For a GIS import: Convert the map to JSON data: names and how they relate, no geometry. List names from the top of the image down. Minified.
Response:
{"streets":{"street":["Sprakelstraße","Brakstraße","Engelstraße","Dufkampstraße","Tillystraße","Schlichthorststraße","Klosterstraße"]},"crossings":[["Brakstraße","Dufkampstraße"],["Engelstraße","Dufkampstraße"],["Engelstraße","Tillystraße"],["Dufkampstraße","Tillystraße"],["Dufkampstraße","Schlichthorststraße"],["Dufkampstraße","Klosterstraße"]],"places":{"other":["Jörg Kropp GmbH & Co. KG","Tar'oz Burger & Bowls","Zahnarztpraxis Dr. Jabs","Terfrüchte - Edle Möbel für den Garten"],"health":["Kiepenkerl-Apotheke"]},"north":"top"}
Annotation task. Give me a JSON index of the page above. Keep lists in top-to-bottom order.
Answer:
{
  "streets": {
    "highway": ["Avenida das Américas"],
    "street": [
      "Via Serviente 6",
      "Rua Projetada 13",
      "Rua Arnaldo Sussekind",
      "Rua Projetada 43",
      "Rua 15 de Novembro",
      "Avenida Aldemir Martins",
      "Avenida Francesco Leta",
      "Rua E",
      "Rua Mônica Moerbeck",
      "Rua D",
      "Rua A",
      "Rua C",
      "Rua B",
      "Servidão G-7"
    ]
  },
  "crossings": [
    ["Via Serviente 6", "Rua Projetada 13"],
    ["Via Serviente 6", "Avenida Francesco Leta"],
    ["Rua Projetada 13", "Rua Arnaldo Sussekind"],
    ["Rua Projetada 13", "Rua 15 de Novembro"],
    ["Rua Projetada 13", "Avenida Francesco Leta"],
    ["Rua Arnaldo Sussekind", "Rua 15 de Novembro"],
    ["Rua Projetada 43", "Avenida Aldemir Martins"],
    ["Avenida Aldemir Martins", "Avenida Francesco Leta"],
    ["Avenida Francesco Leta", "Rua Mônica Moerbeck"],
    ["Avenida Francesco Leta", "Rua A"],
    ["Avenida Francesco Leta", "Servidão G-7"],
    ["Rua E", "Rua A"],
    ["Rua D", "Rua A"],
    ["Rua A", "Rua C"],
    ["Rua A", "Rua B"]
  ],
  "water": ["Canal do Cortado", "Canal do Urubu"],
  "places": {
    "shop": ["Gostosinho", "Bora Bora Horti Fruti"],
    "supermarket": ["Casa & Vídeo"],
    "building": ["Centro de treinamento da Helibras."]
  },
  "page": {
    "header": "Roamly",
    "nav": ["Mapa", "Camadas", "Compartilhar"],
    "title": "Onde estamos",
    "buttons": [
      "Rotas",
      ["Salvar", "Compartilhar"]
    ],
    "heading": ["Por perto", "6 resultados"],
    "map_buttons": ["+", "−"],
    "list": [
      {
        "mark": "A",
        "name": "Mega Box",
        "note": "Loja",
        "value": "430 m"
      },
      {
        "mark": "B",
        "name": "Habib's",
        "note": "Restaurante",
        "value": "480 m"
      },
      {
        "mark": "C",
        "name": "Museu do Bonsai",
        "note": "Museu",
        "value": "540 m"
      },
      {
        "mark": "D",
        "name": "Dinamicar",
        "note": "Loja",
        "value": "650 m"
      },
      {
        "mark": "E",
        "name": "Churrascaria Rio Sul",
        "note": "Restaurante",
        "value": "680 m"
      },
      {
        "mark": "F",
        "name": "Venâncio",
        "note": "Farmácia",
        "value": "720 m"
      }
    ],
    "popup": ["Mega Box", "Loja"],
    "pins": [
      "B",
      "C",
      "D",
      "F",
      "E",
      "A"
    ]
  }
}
##########
-- PROBLEM --
Your answer must consist solely of the lines from the top of the entries above through the line containing "Annotation task. Give", copied exactly, both ends included.

-- SOLUTION --
For a GIS import: Convert the map to JSON data: names and how they relate, no geometry. List names from the top of the image down. Minified.
Response:
{"streets":{"street":["Sprakelstraße","Brakstraße","Engelstraße","Dufkampstraße","Tillystraße","Schlichthorststraße","Klosterstraße"]},"crossings":[["Brakstraße","Dufkampstraße"],["Engelstraße","Dufkampstraße"],["Engelstraße","Tillystraße"],["Dufkampstraße","Tillystraße"],["Dufkampstraße","Schlichthorststraße"],["Dufkampstraße","Klosterstraße"]],"places":{"other":["Jörg Kropp GmbH & Co. KG","Tar'oz Burger & Bowls","Zahnarztpraxis Dr. Jabs","Terfrüchte - Edle Möbel für den Garten"],"health":["Kiepenkerl-Apotheke"]},"north":"top"}
Annotation task. Give me a JSON index of the page above. Keep lists in top-to-bottom order.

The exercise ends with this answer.